I wanted to talk about growing up, but she hadn’t come to terms with the fact that she was dying. I wanted to have that heart-to-heart discussion about troubling subjects. But I didn’t and was happy I didn’t.

I’d come to terms with certain things years before and it left me satisfied.

With Dad, I wanted to say things that are difficult between a father and a son. Personal things.

We always had amazing conversations, and he was a splendid storyteller. He’d talk about his teenage years herding sheep at 10,000 feet. His days in the Army and in Korea. Hunting stories, high school tales.

Growing up, he rode his horse several miles to school. When the snow got too deep, he’d be forced to take a few months off and catch up on his school work when the snows receded.

In room 302, I had talked about all those things and the more personal things.

My father was tough guy. I’d always thought that he was destined for life well into his 90s, maybe even 100.

Now, I knew there was no hope. He would be gone in a few hours. He wouldn’t want to live his remaining years paralyzed, I told myself.

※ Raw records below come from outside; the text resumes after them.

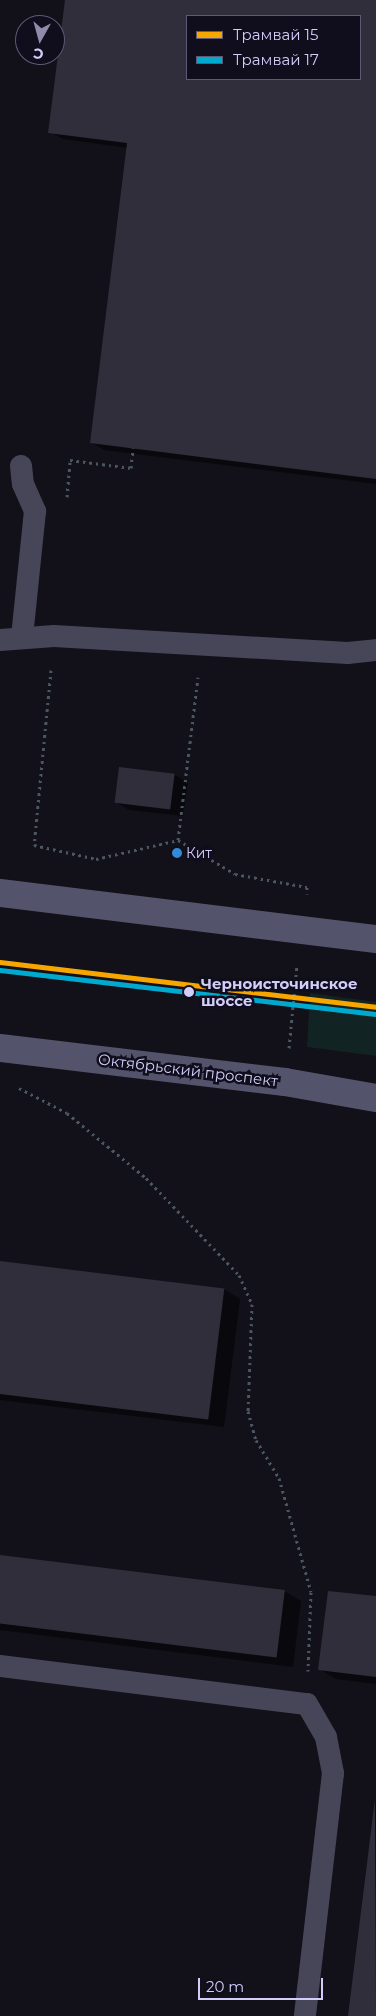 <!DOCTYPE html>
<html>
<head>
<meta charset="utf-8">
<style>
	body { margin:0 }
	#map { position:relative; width:376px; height:2016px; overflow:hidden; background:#121018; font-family:Montserrat,sans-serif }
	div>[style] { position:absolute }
	.green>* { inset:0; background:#112323 }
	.shadow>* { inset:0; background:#0007 }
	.building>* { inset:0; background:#302e3b; transform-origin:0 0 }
	.path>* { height:3px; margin-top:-1.5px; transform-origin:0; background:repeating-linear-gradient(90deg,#4a5660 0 2.5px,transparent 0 6.5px) }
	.lane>* { height:22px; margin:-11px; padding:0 11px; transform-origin:11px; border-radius:11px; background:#474659 }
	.secondary>* { height:28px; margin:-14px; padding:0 14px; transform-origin:14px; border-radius:14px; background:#54536c }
	.tram-1>* { height:5px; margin:-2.5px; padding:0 2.5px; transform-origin:2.5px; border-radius:2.5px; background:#f7a600 }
	.tram-2>* { height:5px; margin:-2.5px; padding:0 2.5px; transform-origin:2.5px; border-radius:2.5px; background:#00a9ce }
	.dots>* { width:14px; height:14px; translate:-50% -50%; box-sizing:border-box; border:2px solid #100d1c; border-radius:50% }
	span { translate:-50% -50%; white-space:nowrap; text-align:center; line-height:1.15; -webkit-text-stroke:5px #100d1c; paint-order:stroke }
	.bus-label { font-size:14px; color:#d2cefa }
	.left { translate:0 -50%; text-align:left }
	.stop-label { font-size:15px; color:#d2cefa; font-weight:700 }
	.street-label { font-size:15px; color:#d2cefa }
	.legend { position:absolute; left:186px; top:15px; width:175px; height:65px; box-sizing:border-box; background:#100d1c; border:1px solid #5e5a75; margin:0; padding:6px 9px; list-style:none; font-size:15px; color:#d2cefa }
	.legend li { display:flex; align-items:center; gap:10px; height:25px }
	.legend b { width:25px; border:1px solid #5e5a75 }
	.north { position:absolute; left:15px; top:15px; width:50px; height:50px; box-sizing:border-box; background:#100d1c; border:1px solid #5e5a75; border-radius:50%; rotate:187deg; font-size:14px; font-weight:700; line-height:20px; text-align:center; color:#d2cefa }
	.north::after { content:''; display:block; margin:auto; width:18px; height:22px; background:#8f8cab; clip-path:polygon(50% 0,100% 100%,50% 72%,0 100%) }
	.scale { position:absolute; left:198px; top:1978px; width:125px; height:22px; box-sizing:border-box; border:2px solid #d2cefa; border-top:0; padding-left:6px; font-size:15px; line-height:18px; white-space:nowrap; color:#d2cefa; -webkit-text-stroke:4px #100d1c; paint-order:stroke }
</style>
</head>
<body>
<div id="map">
	<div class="green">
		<i style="clip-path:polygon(310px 993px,376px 1002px,376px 1056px,307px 1047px)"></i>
	</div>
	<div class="shadow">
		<i style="clip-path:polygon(evenodd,66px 0,376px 0,376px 484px,104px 450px,91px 442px,128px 148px,63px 139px,50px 132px,66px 0,187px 16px,360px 16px,360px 79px,187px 79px,187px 16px)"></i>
		<i style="clip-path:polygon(175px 775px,188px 782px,183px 816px,129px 810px,116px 802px)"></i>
		<i style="clip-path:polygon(0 1262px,224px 1289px,240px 1299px,224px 1427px,0 1400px)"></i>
		<i style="clip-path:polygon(0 1556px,284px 1591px,301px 1601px,293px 1667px,0 1630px)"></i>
		<i style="clip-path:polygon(376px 1598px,376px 1684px,336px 1679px,319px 1669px)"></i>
		<i style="clip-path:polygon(376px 1799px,376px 2016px,350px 2016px)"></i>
	</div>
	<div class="building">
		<i style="clip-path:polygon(evenodd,65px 0,376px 0,376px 479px,90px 443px,127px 143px,48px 133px,65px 0,187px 16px,360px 16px,360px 79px,187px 79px,187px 16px)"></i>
		<i style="left:119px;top:767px;width:56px;height:36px;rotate:7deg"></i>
		<i style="left:0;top:1261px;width:226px;height:132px;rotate:7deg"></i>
		<i style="left:0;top:1555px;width:287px;height:68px;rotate:7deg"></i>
		<i style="clip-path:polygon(328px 1591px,376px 1596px,376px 1677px,318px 1670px)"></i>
		<i style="clip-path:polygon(375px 1799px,376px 2016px,348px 2016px)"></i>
	</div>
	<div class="path">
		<i style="left:67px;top:497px;width:37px;rotate:-85deg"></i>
		<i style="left:70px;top:460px;width:62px;rotate:7.5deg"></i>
		<i style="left:131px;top:468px;width:20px;rotate:-84deg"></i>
		<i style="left:51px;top:670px;width:176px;rotate:95.5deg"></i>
		<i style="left:34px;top:845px;width:64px;rotate:12.7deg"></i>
		<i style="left:96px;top:859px;width:84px;rotate:-13deg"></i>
		<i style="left:178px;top:840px;width:66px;rotate:30.8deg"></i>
		<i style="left:235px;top:874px;width:73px;rotate:10.2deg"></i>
		<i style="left:307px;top:887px;width:7px;rotate:90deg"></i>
		<i style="left:178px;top:840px;width:164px;rotate:-83deg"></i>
		<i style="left:289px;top:1048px;width:83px;rotate:-84.5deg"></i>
		<i style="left:19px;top:1088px;width:54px;rotate:27.5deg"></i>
		<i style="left:67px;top:1113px;width:102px;rotate:39.4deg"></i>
		<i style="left:146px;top:1178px;width:134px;rotate:46.2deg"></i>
		<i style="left:239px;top:1275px;width:32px;rotate:66deg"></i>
		<i style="left:252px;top:1304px;width:107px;rotate:92.1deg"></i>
		<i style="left:248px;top:1411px;width:30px;rotate:75deg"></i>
		<i style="left:256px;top:1440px;width:44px;rotate:58.8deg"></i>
		<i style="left:279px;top:1478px;width:118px;rotate:74.3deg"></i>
		<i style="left:311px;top:1592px;width:79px;rotate:92.2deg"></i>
	</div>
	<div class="lane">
		<i style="left:21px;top:466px;width:18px;rotate:84deg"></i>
		<i style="left:23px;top:484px;width:30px;rotate:66deg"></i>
		<i style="left:35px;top:511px;width:126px;rotate:95.9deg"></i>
		<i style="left:0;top:640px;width:54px;rotate:-4.2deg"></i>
		<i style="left:54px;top:636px;width:294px;rotate:3.3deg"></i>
		<i style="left:348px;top:653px;width:28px;rotate:-6deg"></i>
		<i style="left:0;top:1666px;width:309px;rotate:7.1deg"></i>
		<i style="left:307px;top:1704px;width:38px;rotate:60deg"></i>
		<i style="left:326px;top:1737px;width:37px;rotate:79deg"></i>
		<i style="left:333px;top:1773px;width:245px;rotate:96.6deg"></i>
	</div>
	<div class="secondary">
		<i style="left:0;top:893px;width:379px;rotate:7deg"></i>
		<i style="left:0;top:1048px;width:287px;rotate:6.8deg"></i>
		<i style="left:285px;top:1082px;width:92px;rotate:10deg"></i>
	</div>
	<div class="tram-1">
		<i style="left:0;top:962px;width:379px;rotate:6.8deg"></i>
	</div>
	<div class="tram-2">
		<i style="left:0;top:970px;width:378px;rotate:6.7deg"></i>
	</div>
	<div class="dots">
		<i style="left:177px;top:853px;background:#338bd7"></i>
		<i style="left:189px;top:992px;background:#d2cefa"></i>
	</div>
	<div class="bus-label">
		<span class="left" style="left:186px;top:853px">Кит</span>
	</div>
	<div class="stop-label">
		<span class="left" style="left:201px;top:992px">Черноисточинское<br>шоссе</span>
	</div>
	<div class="street-label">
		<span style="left:188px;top:1070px;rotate:7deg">Октябрьский проспект</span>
	</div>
	<ul class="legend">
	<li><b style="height:6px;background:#f7a600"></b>Трамвай 15</li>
	<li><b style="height:6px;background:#00a9ce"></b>Трамвай 17</li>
	</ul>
	<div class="north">С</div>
	<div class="scale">20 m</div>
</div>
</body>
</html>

The doctor was blunt. Surgery “might” save him and bring him out of the coma. “Might.” But it was doubtful, very doubtful.

About 6 a.m., I held his hand once more and stroked his forehead. This would be my final goodbye.

I’d been able to tell Dad that I loved him before and it always sound uncomfortable. That’s just the way it was. I knew my dad loved me, he just wasn’t raised to say the words.

During those final private moments, as the memories rushed back, tears flooded my eyes, I told him thanks.

Thanks for the lessons he provided, mostly through his actions. Lessons in integrity, work ethic, character, respect, honesty, trust and life. Lessons in life. How to live it and live if correctly.

Thanks for his support and encouragement.

Thanks for being a great dad.

Thanks for being my dad.

I’m a better person because of you.

With that, I left room 302, and hoped that I made my dad proud.

I think I did. After all, I am my father’s son.